Monday Motivation: Pursue the anomaly

 In Monday Motivation, Richard Beynon's blog, Tips for Writers

When I was younger – but not in any sense a youth – I devoured what are now called Young Adult novels. I hate the term, because, among other things, some books categorised as YA deserve a much wider audience than that marketing slot suggests they deserve.

Among my favourite authors – alongside such writers as Peter Dickinson, Ursula Le Guin (for her Wizard of Earthsea series, Arthur Ransome, author of the Swallows and Amazons series of adventures, and Diana Wynne Jones – was Alan Garner.  I simply loved his The Weirdstone of Brisingamen (1960), The Moon of Gomrath (1963), and The Owl Service (1967) (among others).

So I was surprised to learn, earlier this year, that not only was he still alive, but also still writing – and, more than that, that he’d been short-listed for the Booker Prize for his extremely short Treacle Walker.

I’m not going to write about this little book, but rather about a remark he made in an interview published in Writing Magazine in the UK. Treacle Walker, he said, had taken him a great deal of time to formulate, and a lot of research. “One of the fundamental rules of research and discovery,” he said, “is ‘Pursue the anomaly’. That is, if a thing is clearly there yet doesn’t make sense, what is it telling you?”

That’s a wonderful insight. And I’d suggest that it applies to much more than finding an unanticipated incongruity. I think it suggests something fundamental to dramatic writing.

Of course, on the most trivial level, an “anomaly” on a crime scene could well signal the presence of a clue: a twist of wool caught on a thorn, a baby’s dummy in a scrap metal yard, a silk scarf in a steel mill…

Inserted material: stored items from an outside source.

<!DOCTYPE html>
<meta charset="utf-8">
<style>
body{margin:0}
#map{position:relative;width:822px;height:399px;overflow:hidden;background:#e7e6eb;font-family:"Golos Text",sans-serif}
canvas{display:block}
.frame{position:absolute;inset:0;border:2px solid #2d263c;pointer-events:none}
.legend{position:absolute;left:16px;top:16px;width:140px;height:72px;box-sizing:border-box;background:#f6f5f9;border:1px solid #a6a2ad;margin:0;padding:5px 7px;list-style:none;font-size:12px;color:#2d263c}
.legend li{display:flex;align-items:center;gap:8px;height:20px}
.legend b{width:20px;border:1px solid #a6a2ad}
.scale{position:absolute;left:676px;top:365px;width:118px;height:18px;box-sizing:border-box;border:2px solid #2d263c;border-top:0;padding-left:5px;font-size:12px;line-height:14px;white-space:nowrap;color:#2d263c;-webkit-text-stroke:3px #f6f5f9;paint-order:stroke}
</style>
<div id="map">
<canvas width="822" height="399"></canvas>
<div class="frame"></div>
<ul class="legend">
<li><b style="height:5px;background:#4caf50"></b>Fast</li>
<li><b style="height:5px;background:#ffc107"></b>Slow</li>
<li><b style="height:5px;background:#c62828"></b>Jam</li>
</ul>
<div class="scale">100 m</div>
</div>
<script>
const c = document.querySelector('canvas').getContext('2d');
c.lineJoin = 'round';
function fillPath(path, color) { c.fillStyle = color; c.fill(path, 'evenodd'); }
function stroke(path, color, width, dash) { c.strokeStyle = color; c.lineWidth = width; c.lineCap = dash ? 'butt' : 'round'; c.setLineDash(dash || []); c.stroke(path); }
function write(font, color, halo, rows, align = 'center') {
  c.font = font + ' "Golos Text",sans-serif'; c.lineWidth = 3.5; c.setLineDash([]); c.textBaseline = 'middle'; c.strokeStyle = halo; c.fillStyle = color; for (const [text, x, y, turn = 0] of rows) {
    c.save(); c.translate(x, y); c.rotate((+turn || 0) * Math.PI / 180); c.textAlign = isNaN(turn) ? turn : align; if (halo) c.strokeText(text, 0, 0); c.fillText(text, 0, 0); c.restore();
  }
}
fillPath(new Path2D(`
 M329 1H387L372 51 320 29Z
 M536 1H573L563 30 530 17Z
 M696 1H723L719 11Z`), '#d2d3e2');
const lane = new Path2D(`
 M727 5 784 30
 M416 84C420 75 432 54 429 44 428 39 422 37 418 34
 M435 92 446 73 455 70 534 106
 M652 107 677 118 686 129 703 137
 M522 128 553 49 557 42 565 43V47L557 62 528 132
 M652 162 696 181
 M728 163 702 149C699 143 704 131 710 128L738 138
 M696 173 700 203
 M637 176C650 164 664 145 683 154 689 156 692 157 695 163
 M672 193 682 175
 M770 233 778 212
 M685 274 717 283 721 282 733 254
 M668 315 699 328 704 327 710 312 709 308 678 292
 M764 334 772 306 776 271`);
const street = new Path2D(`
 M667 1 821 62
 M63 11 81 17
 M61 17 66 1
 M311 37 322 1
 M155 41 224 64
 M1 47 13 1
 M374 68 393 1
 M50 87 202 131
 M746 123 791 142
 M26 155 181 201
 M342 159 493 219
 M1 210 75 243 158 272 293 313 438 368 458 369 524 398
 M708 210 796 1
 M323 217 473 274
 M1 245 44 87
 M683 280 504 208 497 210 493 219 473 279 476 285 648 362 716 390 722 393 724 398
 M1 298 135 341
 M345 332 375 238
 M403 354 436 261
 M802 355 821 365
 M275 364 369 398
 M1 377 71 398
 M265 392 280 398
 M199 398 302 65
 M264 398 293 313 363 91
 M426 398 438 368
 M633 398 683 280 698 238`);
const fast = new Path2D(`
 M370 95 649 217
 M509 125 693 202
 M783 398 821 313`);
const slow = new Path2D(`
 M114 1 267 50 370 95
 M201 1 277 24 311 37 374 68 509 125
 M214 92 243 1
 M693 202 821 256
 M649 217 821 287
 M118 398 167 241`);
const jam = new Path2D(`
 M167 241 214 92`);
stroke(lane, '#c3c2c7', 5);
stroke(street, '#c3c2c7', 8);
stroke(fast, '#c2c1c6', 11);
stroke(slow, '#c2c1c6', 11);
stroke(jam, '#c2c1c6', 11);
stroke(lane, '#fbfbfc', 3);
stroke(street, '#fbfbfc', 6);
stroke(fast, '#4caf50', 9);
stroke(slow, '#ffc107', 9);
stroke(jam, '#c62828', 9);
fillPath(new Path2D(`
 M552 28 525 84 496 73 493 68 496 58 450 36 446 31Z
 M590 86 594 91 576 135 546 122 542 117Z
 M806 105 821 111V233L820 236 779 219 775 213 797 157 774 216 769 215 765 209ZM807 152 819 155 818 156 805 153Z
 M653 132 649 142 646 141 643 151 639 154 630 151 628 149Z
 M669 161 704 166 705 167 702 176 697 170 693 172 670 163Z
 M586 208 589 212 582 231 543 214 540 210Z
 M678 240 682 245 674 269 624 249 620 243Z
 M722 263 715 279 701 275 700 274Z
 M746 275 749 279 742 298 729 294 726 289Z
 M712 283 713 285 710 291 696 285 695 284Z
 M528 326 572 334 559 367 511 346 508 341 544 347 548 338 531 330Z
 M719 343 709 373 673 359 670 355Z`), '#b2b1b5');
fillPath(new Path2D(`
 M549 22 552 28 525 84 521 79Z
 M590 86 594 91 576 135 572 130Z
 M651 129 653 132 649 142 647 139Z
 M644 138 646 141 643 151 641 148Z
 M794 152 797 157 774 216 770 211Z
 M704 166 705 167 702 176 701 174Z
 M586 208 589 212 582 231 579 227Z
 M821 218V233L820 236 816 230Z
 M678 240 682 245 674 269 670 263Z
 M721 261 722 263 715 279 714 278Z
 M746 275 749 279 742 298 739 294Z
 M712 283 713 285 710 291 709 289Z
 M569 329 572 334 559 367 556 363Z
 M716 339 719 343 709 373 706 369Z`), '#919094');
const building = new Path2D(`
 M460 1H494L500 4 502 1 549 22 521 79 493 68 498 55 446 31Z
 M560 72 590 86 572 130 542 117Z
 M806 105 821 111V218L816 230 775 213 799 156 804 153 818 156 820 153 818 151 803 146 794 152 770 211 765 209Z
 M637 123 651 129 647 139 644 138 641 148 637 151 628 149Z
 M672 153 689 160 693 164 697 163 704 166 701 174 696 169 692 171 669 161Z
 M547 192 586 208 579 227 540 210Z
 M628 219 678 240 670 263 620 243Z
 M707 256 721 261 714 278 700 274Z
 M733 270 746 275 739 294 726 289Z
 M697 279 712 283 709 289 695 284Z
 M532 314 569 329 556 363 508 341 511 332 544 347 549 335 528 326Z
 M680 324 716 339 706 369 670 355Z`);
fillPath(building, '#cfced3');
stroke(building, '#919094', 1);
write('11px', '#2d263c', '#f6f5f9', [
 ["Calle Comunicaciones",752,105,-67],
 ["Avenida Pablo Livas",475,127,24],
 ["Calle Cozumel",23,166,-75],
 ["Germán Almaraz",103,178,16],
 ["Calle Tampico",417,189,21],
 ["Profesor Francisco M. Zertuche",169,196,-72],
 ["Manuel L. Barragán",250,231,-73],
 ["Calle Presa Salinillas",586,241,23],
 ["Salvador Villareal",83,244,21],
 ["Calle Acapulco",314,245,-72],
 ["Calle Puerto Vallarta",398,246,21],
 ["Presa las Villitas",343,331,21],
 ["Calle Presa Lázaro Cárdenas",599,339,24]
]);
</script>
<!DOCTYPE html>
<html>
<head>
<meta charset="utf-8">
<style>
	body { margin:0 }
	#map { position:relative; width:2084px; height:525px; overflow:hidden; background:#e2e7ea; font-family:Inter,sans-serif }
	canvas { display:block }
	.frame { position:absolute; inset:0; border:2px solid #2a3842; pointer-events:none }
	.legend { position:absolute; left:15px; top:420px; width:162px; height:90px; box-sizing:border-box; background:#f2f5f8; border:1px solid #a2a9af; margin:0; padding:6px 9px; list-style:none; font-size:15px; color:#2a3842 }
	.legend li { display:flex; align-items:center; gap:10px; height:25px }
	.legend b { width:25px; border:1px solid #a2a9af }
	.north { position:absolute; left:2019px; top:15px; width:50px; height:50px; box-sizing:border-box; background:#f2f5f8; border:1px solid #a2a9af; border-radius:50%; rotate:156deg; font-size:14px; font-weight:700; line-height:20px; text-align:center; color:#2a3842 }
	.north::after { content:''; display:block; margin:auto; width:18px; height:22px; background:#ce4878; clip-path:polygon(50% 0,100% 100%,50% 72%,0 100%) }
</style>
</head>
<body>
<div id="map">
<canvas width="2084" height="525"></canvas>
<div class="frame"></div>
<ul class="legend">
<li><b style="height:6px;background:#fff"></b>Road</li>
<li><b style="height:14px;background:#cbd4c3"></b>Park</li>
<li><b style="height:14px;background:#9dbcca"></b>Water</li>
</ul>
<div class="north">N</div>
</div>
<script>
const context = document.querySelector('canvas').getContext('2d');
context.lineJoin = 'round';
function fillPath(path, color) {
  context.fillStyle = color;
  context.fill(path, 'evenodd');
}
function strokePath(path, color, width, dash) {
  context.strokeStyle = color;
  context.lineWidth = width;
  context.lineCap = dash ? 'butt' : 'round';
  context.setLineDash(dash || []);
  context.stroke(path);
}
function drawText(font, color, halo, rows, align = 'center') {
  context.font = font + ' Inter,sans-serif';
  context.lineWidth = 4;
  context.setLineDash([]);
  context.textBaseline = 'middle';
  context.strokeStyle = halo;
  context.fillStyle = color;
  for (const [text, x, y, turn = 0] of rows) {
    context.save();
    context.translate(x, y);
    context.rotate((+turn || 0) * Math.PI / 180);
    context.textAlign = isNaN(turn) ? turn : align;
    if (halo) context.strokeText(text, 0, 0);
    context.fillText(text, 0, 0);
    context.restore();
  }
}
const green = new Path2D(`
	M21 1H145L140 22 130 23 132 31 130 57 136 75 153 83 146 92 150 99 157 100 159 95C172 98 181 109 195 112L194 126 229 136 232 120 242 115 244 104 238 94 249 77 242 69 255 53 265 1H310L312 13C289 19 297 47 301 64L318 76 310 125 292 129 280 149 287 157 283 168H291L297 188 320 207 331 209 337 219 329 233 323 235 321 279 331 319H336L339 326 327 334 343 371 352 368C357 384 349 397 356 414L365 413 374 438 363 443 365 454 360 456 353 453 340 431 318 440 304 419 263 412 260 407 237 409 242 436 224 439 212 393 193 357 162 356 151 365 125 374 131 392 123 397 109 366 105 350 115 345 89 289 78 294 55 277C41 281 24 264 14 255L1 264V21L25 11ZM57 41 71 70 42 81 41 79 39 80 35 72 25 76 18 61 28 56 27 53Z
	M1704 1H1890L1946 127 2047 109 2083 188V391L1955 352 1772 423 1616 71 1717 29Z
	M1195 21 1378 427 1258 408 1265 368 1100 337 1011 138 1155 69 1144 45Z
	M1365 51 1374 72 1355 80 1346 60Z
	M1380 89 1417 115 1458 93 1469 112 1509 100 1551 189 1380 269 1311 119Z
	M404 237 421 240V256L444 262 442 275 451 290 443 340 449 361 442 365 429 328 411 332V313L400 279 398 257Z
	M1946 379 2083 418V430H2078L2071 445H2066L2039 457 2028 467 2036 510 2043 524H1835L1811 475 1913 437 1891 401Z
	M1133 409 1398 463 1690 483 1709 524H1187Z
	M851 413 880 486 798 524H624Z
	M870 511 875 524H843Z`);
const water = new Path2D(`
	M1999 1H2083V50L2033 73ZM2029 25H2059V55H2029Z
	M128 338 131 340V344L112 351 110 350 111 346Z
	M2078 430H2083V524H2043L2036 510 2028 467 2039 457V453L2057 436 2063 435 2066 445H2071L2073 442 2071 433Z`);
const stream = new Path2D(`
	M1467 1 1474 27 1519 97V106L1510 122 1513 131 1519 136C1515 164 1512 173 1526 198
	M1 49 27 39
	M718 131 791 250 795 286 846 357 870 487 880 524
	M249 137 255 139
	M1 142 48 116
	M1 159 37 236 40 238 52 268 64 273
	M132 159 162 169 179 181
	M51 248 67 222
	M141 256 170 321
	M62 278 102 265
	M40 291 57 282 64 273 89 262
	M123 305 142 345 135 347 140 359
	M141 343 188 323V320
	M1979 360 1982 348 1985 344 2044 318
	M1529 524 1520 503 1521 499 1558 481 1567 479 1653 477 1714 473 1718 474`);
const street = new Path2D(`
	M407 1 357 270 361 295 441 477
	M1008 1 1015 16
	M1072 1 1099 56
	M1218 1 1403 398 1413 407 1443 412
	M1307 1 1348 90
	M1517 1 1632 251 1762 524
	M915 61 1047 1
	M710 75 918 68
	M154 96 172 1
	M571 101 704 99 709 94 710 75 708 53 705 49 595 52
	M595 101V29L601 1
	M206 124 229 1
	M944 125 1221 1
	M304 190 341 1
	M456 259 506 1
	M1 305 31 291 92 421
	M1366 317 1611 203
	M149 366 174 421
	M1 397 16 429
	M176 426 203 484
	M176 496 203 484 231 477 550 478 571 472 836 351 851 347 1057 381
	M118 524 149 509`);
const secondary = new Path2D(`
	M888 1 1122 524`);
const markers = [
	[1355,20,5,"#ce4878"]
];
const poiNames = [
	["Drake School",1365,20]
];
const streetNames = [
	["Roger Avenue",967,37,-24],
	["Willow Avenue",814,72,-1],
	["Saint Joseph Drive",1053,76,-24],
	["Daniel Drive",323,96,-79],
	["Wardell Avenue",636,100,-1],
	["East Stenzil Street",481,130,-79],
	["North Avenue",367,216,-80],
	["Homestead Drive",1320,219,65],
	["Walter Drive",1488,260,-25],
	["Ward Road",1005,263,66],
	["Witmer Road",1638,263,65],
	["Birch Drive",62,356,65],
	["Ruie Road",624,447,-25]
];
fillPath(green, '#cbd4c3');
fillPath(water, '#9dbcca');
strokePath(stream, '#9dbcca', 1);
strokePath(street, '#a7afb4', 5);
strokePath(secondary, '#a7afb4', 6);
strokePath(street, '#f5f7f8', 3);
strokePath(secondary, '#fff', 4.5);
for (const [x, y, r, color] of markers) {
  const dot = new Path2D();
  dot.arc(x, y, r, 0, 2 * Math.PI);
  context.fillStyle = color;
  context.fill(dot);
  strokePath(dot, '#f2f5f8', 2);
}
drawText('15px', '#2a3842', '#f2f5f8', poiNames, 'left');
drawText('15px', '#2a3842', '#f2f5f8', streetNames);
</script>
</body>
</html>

But, more subtly, anomalies are what fiction is made of. Think of the anomalous decision that Harold Fry makes when he sets out to post a letter… and doesn’t stop walking. Or the anomaly of an ordinary man mistaken for another and thrown into the shadowed world of espionage in North by Northwest.

I could go on. In each case, the writer sets himself the challenge of motivating the anomaly. If he does it well, he has a great story on his hands. If he can’t justify and motivate the anomalous behaviour, then he has to continue to work on it.

Got a mild-mannered man who takes a chunk of wood to a rival? Admittedly, he’s acting totally out of character, so do you ditch the idea, or seek a way of making his solitary act of violence believable? (It’s almost always possible, if you do enough work on the set up.)

Anomalies are to writers what mountains are to mountaineers.